Because today, fewer and fewer working-class households are earning enough money to conduct similar investments in education, retirement or improving their quality of life even when they do "work hard" and perform meaningful work. Unions have been demonized to the point where few exist today that give voice to the needs of the working-class to keep pace with changes in economic trends. While not a big fan of unions myself, I do understand that they did (and do) serve a purpose where fairness and equality in the workforce is concerned. I understand the concept behind pulling one's self up by his own boot straps, but that concept only works when the common working man has opportunities to invest in having a share of greater success, in obtaining the American Dream - whatever that means to him. Fewer and fewer people are having such opportunities today and that's due in large part because incomes haven't kept pace with the overall cost working-class families were able to make decades ago to invest in their own futures.
* 401k plans have been siphoned off by employers who were suppose to properly manage those funds for their employees as much as themselves.
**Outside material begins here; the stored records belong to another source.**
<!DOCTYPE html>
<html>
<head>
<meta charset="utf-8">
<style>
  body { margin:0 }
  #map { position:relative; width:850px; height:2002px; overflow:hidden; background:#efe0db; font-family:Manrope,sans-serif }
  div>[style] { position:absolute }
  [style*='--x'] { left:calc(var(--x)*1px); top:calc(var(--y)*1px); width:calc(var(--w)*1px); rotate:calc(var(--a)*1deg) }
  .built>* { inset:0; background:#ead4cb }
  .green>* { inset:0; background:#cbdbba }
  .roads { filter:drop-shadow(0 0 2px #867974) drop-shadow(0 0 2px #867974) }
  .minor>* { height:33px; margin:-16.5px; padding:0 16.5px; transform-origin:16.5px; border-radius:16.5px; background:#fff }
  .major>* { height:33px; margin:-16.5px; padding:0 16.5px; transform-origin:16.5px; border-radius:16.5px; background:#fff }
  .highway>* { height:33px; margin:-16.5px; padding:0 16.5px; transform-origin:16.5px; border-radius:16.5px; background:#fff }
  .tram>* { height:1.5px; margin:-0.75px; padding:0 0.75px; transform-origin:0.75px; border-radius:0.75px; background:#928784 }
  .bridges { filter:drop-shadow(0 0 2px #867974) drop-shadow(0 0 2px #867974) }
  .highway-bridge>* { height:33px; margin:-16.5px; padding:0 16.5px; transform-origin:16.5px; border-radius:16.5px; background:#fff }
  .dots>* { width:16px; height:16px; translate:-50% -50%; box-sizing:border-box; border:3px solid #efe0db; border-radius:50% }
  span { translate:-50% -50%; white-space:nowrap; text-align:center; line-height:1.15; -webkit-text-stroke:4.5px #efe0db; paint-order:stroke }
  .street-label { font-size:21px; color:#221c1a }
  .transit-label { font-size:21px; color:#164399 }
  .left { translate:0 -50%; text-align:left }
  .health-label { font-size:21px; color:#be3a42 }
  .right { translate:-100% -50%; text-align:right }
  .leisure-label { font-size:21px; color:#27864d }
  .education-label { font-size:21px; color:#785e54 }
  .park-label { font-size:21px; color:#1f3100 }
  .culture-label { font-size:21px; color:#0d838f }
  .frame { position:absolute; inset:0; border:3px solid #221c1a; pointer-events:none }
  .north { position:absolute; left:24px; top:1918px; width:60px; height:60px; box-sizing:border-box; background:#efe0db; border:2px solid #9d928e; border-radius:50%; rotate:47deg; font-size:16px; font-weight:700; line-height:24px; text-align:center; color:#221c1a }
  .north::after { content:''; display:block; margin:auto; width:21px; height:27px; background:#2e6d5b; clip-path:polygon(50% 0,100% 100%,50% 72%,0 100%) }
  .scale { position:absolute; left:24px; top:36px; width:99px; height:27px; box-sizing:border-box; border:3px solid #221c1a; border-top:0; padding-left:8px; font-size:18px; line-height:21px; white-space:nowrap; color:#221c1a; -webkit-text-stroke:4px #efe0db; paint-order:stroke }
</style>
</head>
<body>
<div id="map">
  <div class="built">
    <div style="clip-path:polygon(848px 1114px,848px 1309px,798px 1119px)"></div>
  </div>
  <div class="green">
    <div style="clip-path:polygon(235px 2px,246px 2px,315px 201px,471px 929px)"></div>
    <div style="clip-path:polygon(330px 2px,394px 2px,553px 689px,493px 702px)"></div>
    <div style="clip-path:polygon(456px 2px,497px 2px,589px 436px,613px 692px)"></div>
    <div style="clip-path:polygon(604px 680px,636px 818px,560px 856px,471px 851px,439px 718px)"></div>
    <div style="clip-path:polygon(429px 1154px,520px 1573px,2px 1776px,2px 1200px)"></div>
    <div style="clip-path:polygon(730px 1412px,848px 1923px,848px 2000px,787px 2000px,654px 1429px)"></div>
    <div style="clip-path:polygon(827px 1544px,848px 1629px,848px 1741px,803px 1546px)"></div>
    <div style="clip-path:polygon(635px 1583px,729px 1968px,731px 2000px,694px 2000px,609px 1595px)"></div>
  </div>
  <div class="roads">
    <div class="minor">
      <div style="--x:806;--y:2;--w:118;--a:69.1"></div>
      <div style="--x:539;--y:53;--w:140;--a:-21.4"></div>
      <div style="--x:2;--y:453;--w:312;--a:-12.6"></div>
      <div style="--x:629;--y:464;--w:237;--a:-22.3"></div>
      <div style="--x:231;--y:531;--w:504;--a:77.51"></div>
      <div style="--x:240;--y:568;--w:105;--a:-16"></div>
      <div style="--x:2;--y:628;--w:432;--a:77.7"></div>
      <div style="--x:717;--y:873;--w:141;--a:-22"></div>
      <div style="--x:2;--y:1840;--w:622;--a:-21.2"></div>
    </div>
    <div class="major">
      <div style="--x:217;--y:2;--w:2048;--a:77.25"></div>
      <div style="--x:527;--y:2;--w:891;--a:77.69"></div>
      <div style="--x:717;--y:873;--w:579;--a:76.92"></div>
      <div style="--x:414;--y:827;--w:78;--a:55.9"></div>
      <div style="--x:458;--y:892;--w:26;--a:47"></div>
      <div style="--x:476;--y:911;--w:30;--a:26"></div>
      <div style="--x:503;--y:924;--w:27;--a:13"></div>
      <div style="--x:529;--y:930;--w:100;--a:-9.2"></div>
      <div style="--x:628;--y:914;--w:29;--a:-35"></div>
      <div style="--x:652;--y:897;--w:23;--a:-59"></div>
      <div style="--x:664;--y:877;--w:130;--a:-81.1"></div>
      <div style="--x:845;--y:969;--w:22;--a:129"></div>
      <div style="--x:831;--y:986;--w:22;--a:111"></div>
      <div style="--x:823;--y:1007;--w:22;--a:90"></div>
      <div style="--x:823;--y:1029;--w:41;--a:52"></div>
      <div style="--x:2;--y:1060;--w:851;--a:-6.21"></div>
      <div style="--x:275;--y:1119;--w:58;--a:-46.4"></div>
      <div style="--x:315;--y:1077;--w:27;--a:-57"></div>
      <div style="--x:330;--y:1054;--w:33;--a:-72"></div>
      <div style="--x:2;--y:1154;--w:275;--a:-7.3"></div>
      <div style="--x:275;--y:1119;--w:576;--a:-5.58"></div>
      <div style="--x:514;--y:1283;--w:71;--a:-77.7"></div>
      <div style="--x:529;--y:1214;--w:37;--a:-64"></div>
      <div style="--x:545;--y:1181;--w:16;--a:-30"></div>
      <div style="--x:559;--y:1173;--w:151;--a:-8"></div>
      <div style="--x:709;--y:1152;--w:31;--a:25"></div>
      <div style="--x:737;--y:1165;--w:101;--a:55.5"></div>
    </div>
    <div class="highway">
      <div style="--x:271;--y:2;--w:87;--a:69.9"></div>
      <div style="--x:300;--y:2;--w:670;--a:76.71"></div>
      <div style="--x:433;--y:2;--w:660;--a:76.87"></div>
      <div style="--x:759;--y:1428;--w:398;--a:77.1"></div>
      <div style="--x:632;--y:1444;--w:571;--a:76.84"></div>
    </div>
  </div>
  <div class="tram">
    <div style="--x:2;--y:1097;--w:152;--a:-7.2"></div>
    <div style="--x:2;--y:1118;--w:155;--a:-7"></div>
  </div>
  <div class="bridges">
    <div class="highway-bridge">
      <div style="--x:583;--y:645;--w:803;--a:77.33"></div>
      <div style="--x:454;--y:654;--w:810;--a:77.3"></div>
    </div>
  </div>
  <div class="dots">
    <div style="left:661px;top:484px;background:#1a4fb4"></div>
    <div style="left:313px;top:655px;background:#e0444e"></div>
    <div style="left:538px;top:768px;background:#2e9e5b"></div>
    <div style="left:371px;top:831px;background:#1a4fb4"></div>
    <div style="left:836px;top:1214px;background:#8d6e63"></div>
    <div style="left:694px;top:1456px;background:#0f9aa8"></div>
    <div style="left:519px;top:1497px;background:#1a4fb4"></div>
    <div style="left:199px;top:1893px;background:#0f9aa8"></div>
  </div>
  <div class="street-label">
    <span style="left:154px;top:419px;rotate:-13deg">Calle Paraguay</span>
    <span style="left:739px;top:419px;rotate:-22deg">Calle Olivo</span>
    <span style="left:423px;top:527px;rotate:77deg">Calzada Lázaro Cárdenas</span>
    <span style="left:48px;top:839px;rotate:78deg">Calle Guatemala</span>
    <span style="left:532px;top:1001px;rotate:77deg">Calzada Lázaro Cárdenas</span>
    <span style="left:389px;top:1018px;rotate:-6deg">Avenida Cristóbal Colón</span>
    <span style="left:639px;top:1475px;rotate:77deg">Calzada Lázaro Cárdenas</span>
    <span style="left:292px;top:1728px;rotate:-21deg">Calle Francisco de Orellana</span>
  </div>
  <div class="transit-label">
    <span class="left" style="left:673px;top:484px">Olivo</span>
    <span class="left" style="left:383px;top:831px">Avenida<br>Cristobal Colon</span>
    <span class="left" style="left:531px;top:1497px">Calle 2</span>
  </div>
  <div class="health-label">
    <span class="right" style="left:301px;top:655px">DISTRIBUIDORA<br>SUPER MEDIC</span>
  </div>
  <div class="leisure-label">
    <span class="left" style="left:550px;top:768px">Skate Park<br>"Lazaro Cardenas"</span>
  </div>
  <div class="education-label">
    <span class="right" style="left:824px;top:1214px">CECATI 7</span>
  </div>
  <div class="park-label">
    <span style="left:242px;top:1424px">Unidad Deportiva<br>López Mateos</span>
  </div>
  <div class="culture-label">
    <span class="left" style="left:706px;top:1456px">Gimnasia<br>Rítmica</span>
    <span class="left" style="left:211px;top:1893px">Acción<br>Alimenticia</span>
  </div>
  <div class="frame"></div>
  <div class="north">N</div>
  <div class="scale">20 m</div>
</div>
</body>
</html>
Instead, market risks were taken - sometimes recklessly and working men paid for it.
* Social Security has been raided for so long it's highly doubtful that which the working man has paid into over the course of his working life -- 20-30 years -- won't be their throughout his golden years and even if it is, the payout likely won't keep up with inflation.
And these are just two examples of how direct investments made by the working man have been eroded. Add to that salaries having remained flat for nearly four decades (statistically), and it's no wonder working-class households can't afford to pay for a college education for their child(dren)...or themselves to get retrained to obtain that better paying job so that they can do better for themselves and their family.
I wonder, how many of you watched the
President's conversation on poverty from about a week ago held at Georgetown University? While I took issue with some of President Obama's cynical comments and his purposeful skirting of "truthiness" on one or two issues, I thought the panel hit the mark on so many levels when they addressed not only how so many Americans have fallen into poverty over the years, but why the investments in "people" are no longer their (due in large part to a lack of connectivity one to another) and solutions to resolve the problem. If you haven't watched the video, I'd encourage you to do so, but in so doing please take off the partisan blinders and just listen with an open mind to what's being said.